Medicare Compliance & Reimbursement

HOME HEALTH:

CPO Change Provides Good Marketing Ammo

Contact docs now to let them in on a new way to make money.

It's final: Physician practices can bill for care plan oversight (CPO) provided by non-physician practitioners (NPPs). And that means it's time for HHAs to fire up their marketing machines.

Out with the old: The Centers for Medicare & Medicaid Services has eliminated the provision limiting CPO billing to the physician who certified or recertified the plan of care for the home care patient. In with the new: That means NPPs now can bill for the service. Physician assistants can perform the service, but cannot independently bill for it, CMS notes in the final physician fee schedule set to premiere in the Nov. 15 Federal Register.

Back in 2000 CMS opened up CPO billing to NPPs, but the certification requirement had kept NPPs from being able to bill, a CMS official explained in the Nov. 9 Open Door Forum for home care providers. Expert: HHAs Should Say 'Hooray!' For Change This is a positive development for home health agencies and physicians, says Claudia Reingruber of Reingruber & Co. in St. Petersburg, FL.

More physician practices are likely to bill for CPO under the relaxed rules, predicts clinical consultant Judy Adams with LarsonAllen Health Care Group in Charlotte, NC. Nurses may be more willing and able than docs to keep exact records of the time they spend on CPO services, thus facilitating billing, Reingruber notes.
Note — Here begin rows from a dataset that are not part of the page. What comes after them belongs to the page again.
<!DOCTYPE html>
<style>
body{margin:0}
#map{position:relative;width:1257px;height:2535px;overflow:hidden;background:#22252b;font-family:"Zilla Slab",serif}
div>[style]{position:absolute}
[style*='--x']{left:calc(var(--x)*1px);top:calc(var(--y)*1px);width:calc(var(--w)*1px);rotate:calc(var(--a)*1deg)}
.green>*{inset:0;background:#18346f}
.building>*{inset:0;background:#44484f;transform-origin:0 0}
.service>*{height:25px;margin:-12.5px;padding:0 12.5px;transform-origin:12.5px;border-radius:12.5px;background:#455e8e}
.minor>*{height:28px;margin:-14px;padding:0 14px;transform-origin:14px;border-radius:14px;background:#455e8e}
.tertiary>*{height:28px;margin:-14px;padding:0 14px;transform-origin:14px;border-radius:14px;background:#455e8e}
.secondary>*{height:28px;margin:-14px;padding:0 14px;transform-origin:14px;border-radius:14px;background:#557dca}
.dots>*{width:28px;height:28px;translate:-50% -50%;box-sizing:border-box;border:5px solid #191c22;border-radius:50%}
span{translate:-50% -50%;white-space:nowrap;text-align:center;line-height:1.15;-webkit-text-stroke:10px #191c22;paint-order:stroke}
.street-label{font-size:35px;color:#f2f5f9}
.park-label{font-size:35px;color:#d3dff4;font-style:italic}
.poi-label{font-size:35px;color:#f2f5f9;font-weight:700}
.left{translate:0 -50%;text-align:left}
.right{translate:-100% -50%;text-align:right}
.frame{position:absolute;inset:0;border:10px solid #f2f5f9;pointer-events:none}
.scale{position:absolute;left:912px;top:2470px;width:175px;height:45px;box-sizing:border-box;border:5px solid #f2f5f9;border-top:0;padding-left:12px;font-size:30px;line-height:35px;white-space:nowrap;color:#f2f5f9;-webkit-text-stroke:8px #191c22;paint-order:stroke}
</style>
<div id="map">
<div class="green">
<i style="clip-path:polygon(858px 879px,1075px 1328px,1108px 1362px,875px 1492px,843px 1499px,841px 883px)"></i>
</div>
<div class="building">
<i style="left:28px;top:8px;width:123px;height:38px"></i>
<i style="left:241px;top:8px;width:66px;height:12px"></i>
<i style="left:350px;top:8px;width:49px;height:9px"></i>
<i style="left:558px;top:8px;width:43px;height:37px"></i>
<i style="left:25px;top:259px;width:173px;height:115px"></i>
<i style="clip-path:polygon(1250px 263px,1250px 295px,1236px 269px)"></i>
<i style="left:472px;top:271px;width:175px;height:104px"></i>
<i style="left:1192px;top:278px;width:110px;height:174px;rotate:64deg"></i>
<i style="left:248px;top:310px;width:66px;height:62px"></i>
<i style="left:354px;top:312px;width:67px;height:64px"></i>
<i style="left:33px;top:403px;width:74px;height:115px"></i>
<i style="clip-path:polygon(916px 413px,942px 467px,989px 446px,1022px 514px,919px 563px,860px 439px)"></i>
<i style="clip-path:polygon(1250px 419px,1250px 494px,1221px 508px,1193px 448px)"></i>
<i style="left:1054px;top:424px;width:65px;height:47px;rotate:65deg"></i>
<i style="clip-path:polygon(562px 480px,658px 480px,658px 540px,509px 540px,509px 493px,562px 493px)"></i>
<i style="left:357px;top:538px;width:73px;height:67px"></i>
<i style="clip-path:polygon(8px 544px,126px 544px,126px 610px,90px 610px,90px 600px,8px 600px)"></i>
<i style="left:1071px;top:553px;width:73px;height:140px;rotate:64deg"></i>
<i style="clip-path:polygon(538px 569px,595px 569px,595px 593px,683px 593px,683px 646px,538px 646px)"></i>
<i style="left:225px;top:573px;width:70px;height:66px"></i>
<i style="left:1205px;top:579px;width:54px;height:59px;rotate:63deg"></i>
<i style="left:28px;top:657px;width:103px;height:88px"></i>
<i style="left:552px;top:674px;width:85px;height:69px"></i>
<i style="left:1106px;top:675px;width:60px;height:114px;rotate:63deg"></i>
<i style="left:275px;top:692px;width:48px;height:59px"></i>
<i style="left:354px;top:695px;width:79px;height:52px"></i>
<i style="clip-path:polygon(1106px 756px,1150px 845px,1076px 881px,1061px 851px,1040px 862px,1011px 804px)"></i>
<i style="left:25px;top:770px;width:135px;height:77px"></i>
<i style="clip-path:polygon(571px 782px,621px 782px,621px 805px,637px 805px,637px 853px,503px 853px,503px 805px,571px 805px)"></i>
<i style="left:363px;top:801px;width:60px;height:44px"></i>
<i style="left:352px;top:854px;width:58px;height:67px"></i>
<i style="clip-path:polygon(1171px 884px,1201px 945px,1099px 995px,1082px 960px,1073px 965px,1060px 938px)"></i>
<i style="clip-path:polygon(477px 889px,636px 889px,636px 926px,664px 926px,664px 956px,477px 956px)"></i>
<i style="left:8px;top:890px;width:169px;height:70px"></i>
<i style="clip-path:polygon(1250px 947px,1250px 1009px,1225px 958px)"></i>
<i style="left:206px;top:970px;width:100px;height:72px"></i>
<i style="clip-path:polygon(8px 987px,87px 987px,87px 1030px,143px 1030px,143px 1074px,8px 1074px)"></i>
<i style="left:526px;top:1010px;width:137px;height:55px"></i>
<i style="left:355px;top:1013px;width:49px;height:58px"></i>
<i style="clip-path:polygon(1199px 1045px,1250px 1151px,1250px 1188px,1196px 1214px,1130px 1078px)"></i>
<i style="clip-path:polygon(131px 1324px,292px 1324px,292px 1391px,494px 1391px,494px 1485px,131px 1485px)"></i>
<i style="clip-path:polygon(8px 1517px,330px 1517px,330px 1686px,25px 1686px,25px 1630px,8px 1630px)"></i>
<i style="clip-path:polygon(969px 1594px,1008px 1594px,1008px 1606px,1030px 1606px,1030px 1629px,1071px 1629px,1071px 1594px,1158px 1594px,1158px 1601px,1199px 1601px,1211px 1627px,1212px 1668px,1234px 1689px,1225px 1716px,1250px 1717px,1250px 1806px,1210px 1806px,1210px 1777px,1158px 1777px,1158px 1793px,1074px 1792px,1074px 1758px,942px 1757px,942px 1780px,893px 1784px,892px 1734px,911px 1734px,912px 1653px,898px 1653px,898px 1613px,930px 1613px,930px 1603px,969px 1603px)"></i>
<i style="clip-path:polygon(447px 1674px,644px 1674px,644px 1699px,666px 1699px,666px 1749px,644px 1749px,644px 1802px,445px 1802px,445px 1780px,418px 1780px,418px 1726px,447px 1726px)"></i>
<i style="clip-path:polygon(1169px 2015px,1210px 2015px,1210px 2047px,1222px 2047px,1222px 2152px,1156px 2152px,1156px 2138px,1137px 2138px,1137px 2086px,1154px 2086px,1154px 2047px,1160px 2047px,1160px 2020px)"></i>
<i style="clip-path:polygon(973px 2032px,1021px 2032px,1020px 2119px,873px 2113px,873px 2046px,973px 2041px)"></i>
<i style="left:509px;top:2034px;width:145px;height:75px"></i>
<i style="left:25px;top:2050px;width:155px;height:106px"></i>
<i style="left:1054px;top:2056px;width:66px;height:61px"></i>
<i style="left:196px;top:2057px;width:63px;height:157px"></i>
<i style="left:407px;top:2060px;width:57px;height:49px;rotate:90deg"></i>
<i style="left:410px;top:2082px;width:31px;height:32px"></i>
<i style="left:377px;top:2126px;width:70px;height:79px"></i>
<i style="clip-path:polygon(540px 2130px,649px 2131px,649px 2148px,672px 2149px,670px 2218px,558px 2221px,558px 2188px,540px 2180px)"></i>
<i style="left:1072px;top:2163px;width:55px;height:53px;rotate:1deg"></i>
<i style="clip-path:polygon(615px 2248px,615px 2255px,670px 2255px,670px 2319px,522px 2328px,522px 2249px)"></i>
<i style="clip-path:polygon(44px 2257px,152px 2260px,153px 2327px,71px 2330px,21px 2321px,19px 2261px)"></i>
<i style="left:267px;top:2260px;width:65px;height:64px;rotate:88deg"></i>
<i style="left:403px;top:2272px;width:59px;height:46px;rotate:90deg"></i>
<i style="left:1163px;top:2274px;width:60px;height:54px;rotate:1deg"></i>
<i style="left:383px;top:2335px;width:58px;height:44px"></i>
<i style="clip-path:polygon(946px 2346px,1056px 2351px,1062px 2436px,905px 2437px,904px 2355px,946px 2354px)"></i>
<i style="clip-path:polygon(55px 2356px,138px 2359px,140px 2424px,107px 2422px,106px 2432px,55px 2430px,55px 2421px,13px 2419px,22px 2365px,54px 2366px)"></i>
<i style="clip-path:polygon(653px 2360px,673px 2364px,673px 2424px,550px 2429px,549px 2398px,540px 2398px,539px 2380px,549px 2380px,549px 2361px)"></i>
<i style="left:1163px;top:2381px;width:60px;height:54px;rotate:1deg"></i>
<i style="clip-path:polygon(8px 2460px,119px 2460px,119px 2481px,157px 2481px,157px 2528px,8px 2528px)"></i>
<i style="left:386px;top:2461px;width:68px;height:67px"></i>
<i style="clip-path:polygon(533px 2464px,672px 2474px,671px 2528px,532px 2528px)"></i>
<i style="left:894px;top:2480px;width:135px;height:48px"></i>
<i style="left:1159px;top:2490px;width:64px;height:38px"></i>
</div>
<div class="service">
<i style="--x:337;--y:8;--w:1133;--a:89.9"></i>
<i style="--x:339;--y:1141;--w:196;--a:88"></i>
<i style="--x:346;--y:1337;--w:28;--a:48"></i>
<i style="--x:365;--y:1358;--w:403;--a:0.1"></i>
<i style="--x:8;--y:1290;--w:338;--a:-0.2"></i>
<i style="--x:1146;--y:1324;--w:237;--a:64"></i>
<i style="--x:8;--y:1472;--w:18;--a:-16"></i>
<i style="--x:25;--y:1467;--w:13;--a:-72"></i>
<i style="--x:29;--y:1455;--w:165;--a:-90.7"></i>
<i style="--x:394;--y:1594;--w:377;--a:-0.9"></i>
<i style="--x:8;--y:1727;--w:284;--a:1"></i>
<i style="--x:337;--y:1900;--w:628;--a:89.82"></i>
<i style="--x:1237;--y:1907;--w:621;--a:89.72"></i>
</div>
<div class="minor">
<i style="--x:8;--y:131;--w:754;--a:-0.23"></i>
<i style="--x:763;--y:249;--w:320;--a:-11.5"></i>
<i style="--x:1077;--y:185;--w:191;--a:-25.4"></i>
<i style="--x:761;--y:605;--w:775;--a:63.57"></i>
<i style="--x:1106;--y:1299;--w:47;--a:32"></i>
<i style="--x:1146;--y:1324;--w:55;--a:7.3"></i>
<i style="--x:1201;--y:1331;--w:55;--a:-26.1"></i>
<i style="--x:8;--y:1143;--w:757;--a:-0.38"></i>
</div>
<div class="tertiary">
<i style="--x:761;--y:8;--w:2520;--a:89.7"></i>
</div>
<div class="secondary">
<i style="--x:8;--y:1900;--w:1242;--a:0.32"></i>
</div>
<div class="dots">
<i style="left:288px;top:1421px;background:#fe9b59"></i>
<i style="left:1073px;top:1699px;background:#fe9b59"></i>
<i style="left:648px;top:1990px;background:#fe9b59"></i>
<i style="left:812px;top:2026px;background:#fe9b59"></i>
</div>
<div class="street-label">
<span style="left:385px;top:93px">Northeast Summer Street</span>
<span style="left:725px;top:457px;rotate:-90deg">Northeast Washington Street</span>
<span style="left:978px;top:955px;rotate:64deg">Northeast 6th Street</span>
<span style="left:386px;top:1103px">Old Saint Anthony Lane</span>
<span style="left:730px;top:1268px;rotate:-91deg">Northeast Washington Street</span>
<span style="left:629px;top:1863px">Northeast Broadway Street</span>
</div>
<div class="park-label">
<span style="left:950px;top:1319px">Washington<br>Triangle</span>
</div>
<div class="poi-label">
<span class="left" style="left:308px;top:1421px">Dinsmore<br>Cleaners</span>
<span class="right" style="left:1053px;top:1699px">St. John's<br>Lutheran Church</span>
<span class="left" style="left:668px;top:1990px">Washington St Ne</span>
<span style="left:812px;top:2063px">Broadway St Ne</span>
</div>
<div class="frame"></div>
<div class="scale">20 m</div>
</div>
The change promotes better physician service to home care patients and could encourage physicians to refer patients to home care more often. Let Docs Know How Change Helps Them HHAs can increase their benefit by using the new information in their marketing programs, advises Mike Ferris of Home Care Marketing Solutions in Chapel Hill, NC. Agencies can get valuable face time with physicians and their staff, gain trust and win referrals by passing along the information.

If agencies advised docs of the change when it was proposed in August, now is the time to follow up with the final information, Ferris advises.

"The goal is to be the trusted resource for Medicare home care information," he reminds HHAs.

Good advice: If providers haven't yet contacted physicians on this topic, "there is no time like the present," Ferris urges.